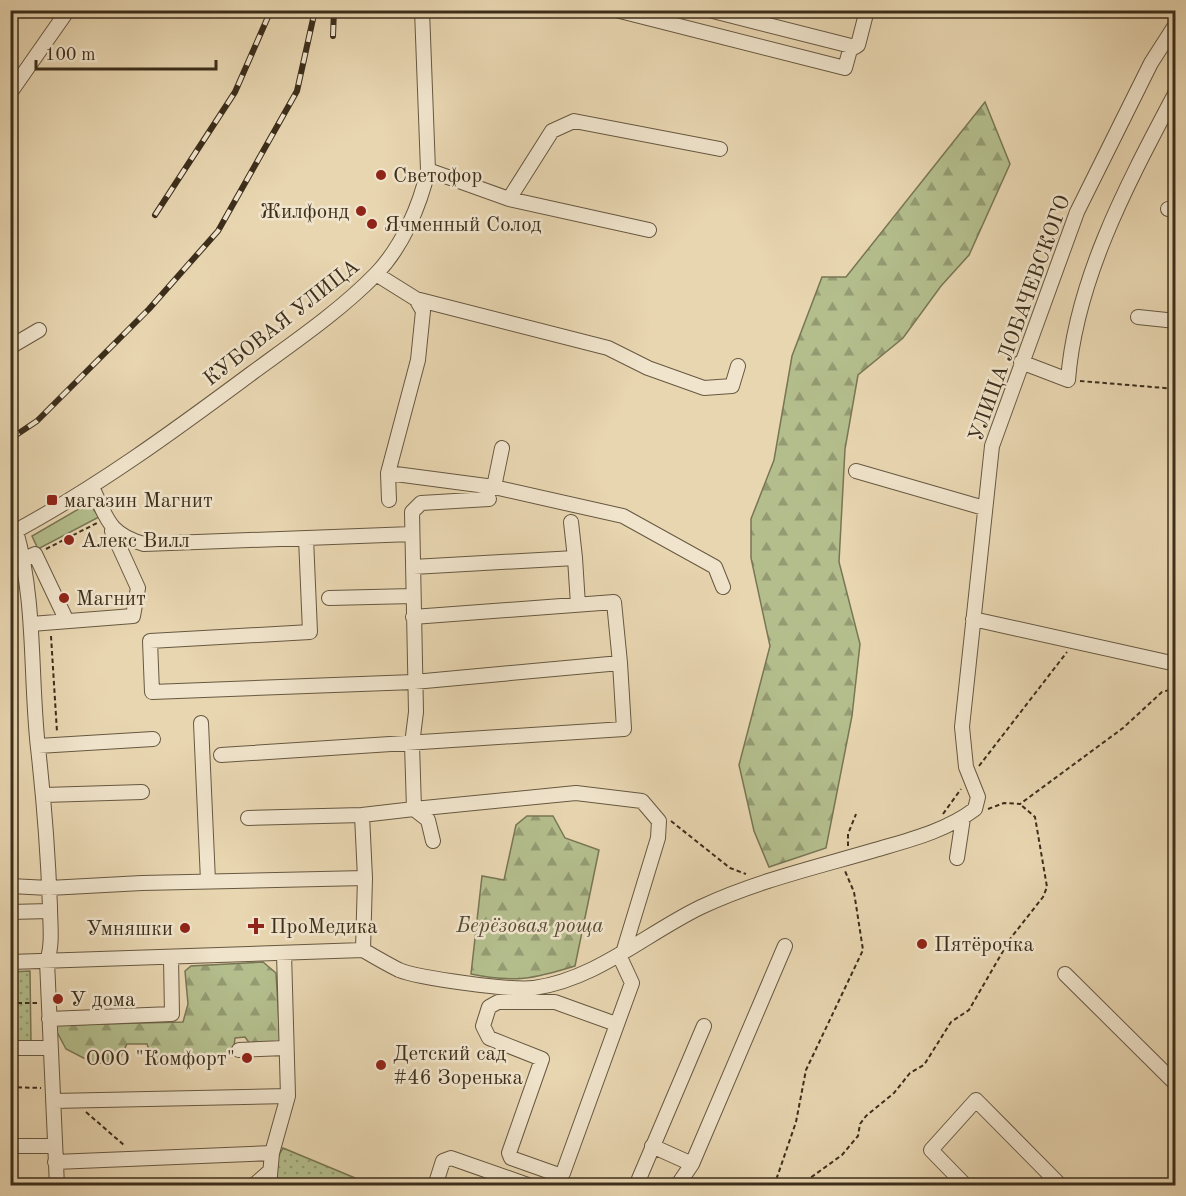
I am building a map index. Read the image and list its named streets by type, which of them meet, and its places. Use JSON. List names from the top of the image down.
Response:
{
  "streets": {
    "street": ["УЛИЦА ЛОБАЧЕВСКОГО", "КУБОВАЯ УЛИЦА"]
  },
  "parks": ["Берёзовая роща"],
  "places": {
    "other": [
      "Светофор",
      "Жилфонд",
      "Ячменный Солод",
      "Алекс Вилл",
      "Магнит",
      "Умняшки",
      "Пятёрочка",
      "У дома",
      "ООО \"Комфорт\"",
      "Детский сад #46 Зоренька"
    ],
    "transit": ["магазин Магнит"],
    "health": ["ПроМедика"]
  },
  "scale_bar": "100 m"
}
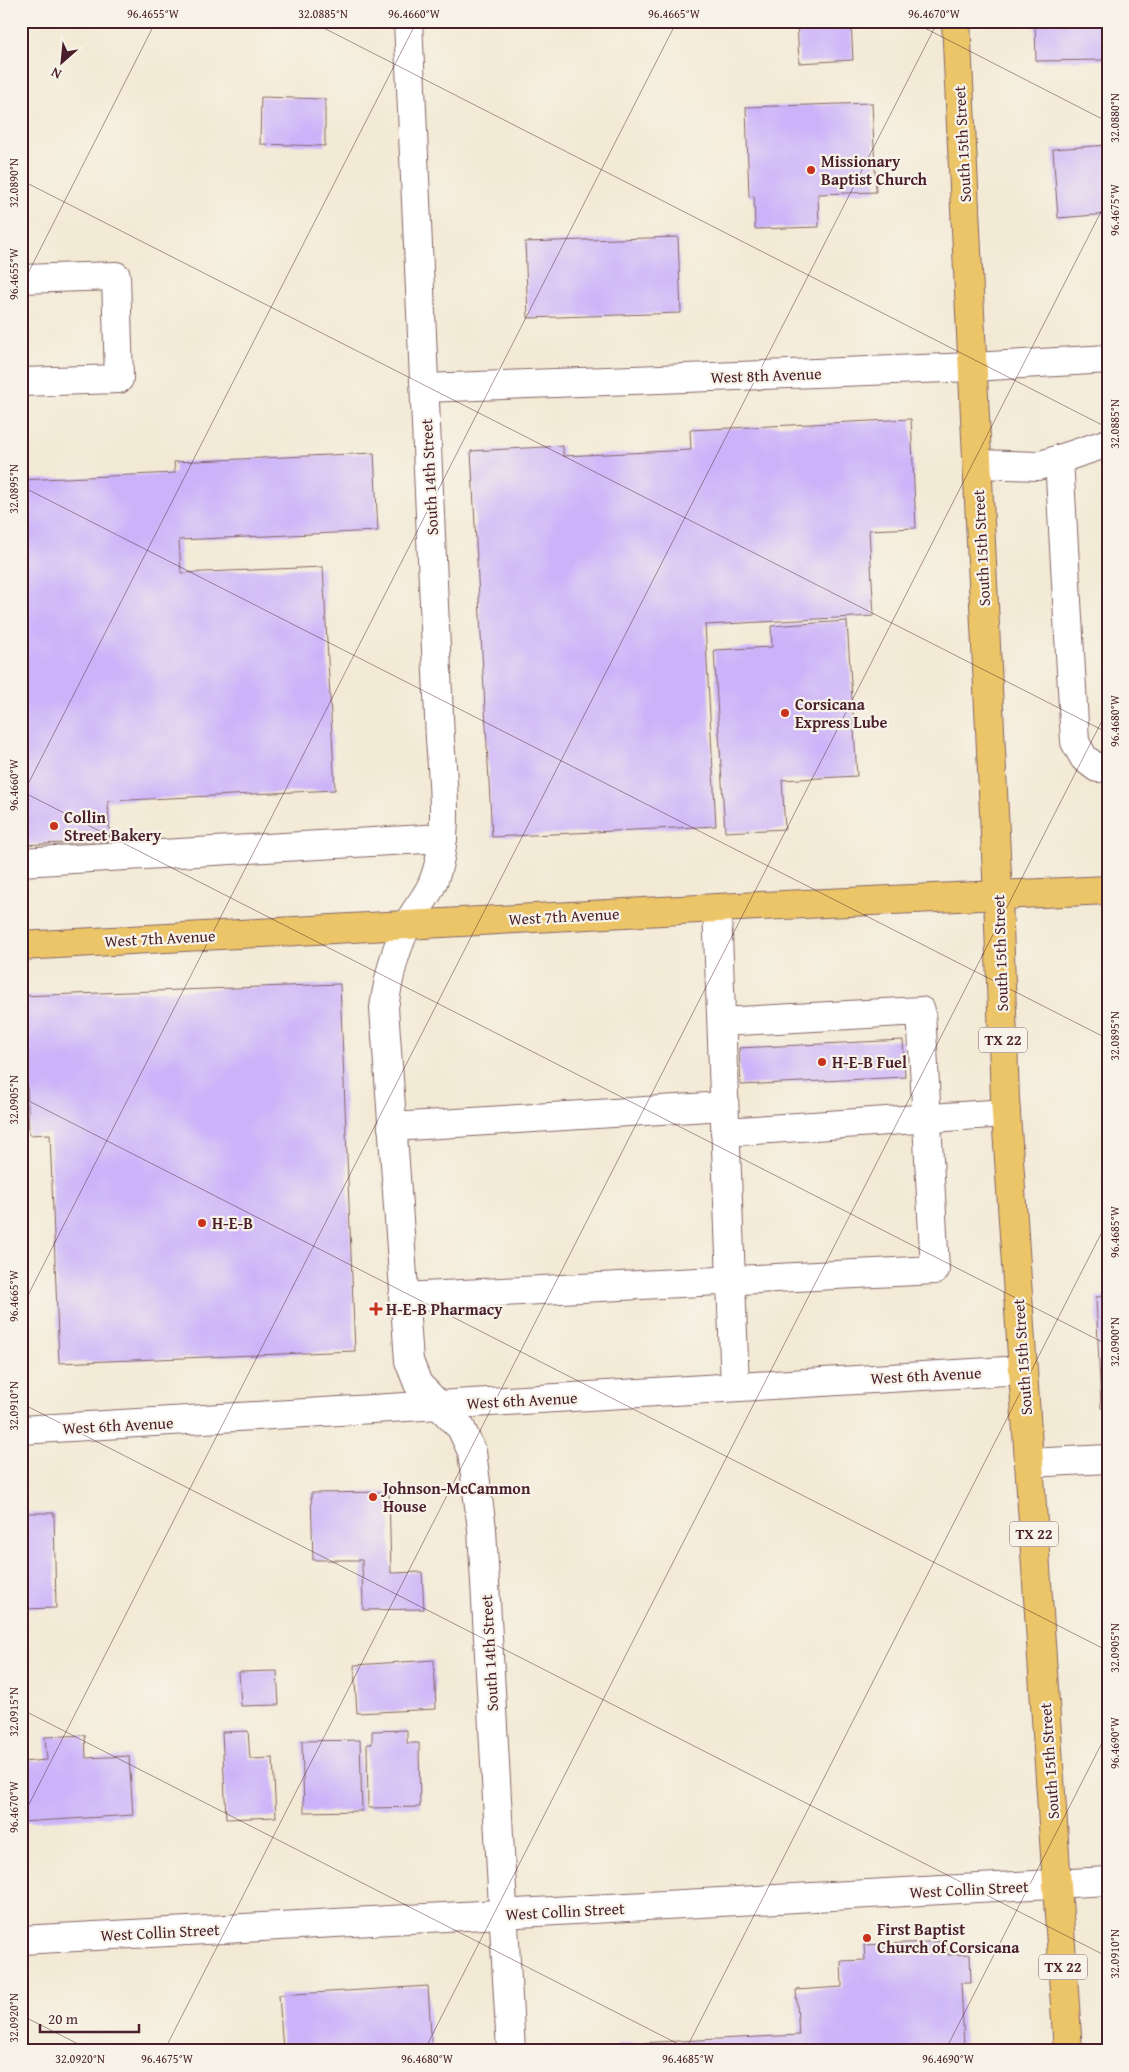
—————
● Directions:
Here the job is to print all the data exactly, skipping any image.

● Response to this exercise:
I am building a map index. Read the image and list its named streets by type, which of them meet, and its places. Use JSON. List names from the top of the image down.
Response:
{
  "streets": {
    "street": ["УЛИЦА ЛОБАЧЕВСКОГО", "КУБОВАЯ УЛИЦА"]
  },
  "parks": ["Берёзовая роща"],
  "places": {
    "other": [
      "Светофор",
      "Жилфонд",
      "Ячменный Солод",
      "Алекс Вилл",
      "Магнит",
      "Умняшки",
      "Пятёрочка",
      "У дома",
      "ООО \"Комфорт\"",
      "Детский сад #46 Зоренька"
    ],
    "transit": ["магазин Магнит"],
    "health": ["ПроМедика"]
  },
  "scale_bar": "100 m"
}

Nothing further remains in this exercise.